Reif, a 14-year Placitas resident, spent more than ten years in Albuquerque Public Schools, teaching physics and running a planetarium, before moving on to a career in science education, research, and administration at universities in Utah, North Carolina, and New York. He also led a series of eco-tours through Australia—which shares "many of the same problems with invasive species and lack of water, drought conditions, and a desire to preserve water resources" as the Coronado district, said Reif.

He said peopled approached him about running for the vacant seat, and he decided, "One can sit back and not do anything or be part of the solution."

In 2013, the Coronado board stepped into a controversy over horse herds roaming free in Placitas when it tried to order the state Livestock Board to round up the one hundred or so animals present at the time. The board said the horses had polluted springs and increased storm runoff and erosion by trampling the watershed.

Reif, who helped care for a horse herd that wintered near his home, said the district has to protect the watershed. "I'm pro-horse and don't simply want to get rid of them," he continued. “Those horses were rounded up, and we, that is my wife and I and our neighbors and friends, adopted them… We have them corralled, and then we formed a nonprofit called Straight to the Horses Mouth to raise money to feed and care for the horses."

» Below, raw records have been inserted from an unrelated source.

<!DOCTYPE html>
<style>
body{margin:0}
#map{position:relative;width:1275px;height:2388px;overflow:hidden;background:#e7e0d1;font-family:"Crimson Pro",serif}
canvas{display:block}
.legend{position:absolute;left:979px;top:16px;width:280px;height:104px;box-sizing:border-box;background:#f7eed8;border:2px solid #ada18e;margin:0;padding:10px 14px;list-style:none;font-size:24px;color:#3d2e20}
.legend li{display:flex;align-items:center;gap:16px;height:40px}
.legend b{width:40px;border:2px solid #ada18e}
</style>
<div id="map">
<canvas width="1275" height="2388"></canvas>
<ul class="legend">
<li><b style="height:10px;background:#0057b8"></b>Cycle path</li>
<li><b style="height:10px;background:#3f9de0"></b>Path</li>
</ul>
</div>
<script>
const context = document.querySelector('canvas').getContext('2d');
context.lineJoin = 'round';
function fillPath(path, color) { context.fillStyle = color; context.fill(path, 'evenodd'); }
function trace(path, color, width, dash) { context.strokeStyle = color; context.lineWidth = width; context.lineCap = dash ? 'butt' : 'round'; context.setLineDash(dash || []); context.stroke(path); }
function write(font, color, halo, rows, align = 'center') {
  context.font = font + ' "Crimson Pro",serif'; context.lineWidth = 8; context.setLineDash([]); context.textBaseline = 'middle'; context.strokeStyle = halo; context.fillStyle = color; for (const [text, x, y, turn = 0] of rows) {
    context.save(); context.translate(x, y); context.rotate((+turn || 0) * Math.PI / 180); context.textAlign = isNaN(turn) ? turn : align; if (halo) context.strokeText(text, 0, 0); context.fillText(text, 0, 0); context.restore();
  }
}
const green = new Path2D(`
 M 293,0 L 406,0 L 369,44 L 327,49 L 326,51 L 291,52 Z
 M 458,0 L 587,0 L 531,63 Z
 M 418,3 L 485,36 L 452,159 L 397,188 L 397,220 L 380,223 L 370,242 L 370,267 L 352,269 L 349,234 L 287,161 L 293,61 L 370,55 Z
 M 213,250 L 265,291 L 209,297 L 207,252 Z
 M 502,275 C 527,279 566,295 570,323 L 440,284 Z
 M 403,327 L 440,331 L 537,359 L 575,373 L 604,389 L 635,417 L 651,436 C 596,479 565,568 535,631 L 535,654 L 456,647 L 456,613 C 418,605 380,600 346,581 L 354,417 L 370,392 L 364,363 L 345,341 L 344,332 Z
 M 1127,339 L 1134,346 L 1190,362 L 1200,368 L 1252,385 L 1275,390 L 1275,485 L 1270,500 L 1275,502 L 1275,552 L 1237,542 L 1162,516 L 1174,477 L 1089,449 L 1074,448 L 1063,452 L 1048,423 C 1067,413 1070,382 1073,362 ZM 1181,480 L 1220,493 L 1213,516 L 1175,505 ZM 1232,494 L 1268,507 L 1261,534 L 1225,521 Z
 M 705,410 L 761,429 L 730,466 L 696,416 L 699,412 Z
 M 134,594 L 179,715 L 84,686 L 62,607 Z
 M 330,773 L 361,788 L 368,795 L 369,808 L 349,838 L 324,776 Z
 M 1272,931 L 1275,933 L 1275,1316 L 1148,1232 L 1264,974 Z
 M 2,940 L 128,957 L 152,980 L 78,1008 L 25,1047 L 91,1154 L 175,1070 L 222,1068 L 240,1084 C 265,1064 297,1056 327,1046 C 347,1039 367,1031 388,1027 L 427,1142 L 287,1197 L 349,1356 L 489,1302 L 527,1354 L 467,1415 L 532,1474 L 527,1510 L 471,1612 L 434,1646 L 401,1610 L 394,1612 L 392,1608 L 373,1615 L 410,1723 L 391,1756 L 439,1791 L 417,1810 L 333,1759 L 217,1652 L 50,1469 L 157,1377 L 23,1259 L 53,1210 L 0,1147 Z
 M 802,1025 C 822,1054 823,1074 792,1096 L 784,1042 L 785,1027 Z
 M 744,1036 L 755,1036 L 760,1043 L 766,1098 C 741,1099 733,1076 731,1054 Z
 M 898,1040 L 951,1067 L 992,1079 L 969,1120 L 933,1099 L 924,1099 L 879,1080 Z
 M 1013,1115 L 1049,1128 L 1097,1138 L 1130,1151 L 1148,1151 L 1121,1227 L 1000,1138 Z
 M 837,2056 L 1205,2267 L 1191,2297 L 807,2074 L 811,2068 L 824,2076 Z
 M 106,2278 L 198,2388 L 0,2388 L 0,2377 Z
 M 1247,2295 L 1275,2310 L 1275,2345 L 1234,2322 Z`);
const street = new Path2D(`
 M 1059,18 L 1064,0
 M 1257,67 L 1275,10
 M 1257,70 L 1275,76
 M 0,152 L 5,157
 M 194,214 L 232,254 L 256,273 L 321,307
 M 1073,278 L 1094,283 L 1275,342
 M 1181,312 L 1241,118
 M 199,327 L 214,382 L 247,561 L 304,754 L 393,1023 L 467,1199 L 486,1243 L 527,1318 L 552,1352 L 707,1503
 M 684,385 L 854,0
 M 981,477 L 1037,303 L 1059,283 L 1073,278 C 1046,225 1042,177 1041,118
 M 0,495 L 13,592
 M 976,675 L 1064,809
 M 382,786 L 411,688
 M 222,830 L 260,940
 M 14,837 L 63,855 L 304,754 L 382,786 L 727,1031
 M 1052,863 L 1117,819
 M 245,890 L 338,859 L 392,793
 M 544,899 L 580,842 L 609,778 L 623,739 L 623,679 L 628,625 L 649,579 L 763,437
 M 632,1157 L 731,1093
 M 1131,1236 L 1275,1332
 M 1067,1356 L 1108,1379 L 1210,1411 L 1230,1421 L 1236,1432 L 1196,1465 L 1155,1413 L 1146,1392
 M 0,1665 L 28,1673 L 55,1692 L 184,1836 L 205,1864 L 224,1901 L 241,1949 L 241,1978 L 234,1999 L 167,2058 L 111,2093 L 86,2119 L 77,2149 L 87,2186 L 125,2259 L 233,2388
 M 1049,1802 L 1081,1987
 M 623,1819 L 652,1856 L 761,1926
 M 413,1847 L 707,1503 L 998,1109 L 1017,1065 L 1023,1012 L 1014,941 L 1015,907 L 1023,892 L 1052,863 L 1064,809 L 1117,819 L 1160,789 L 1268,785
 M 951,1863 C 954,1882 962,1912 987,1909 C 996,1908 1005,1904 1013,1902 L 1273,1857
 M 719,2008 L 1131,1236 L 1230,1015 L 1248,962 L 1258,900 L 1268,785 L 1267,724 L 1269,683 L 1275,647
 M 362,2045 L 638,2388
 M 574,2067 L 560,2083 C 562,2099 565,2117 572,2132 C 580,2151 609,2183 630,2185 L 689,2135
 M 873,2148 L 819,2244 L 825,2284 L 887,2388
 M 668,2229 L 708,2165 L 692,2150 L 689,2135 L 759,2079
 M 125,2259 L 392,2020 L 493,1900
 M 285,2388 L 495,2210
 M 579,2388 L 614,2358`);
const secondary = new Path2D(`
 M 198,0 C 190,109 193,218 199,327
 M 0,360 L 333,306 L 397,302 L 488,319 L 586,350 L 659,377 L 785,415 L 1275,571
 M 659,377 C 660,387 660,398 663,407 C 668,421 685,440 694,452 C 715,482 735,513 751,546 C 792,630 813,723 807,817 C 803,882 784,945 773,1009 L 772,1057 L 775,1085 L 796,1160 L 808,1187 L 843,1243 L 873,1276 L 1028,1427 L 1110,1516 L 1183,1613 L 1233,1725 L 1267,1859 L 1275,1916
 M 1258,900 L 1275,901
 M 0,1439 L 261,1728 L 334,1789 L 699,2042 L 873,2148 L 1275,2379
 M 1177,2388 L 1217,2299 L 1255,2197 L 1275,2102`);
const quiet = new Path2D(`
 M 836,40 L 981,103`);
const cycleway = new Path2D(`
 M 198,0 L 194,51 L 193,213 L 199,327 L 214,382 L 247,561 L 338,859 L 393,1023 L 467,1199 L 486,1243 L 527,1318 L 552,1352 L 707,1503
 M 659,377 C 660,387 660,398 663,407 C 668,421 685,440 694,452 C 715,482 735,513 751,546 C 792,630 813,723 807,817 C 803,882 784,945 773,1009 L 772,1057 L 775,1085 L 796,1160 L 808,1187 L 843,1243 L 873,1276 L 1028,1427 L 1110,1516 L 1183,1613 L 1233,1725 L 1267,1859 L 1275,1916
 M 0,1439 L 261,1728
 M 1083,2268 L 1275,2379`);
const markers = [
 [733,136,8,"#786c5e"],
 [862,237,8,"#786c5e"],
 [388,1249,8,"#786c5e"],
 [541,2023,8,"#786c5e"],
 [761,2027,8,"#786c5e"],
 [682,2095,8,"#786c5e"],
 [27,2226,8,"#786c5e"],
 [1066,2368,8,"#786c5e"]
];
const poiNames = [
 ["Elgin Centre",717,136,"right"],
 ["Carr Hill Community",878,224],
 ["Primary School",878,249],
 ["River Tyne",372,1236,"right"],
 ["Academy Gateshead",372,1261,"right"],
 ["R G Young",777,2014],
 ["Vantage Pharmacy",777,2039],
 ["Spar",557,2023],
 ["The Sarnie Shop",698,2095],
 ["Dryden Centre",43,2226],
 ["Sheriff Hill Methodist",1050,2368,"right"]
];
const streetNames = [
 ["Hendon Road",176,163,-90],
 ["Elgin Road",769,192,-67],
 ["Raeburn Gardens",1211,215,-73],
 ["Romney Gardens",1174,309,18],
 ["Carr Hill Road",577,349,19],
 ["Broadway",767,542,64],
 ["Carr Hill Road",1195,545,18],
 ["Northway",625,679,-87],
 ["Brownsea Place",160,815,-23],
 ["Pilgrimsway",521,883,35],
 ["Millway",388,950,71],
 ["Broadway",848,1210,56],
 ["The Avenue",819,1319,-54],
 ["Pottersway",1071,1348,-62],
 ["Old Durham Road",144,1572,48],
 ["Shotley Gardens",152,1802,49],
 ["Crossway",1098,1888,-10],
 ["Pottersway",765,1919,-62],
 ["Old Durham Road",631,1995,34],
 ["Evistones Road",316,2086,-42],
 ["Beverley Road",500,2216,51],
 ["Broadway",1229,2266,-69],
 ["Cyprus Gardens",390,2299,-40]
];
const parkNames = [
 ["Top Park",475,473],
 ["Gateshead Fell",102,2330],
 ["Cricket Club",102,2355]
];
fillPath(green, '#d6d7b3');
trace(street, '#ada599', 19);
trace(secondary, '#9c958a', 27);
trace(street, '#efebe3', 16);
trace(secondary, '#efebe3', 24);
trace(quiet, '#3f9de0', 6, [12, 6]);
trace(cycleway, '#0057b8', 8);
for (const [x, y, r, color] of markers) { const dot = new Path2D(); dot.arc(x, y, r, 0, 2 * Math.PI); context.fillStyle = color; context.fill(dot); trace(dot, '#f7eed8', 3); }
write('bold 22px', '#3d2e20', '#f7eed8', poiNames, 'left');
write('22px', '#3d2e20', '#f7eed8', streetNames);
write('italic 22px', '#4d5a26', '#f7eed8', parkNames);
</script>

The Coronado district is part of a Dust Bowl-era federal program dedicated to preserving watersheds and topsoil and reducing erosion. It covers the southeast corner of Sandoval County east of the Rio Grande below Bernalillo and expands west of the river to north of Cochiti Lake.

Current projects include removing water-hungry invasive plants from the Rio Grande Bosque in Algodones and part of Sandia Pueblo and restoring the Placitas Open Space to limit erosion and bring back native plants.

The one polling place—the gymnasium building at Our Lady of Sorrows Catholic Church in Bernalillo—will be open from 7:00 a.m. to 7:00 p.m. on May 2. Absentee ballots already distributed have to be received by mail, or in-person, by 7:00 p.m. that day.

Additional information on the Coronado district, its work, and the candidates is available on the district website at

County treasurer schedules public-outreach meetings

~Signpost Staff

Taxpayers with questions about property taxes, making payments, and related online services can meet this month with Sandoval County Treasurer Laura Montoya. The six meetings, all set for 11:00 a.m. to noon, will be held May 1 at the Jemez Community Center, May 2 at the Peña Blanca Recreation Center, May 4 at the Bernalillo Senior Center, May 5 at the Placitas Community Center, May 8 at the Corrales Senior Center, and May 9 at the Cuba Senior Center. This is the third year of such meetings.

Property tax payments by cash, check, or money order will be accepted. Also offered will be assistance in signing up for electronic tax bills and making online payments through the county website (click on Pay Taxes Now).

Montoya also has extended office hours from 7:30 a.m. to 5:15 p.m. through May 12.

First-half property taxes were due on December 10, 2016, with the remainder due on May 10. Property assessments from the County Assessor were mailed recently, and the next round of tax bills will be mailed in November.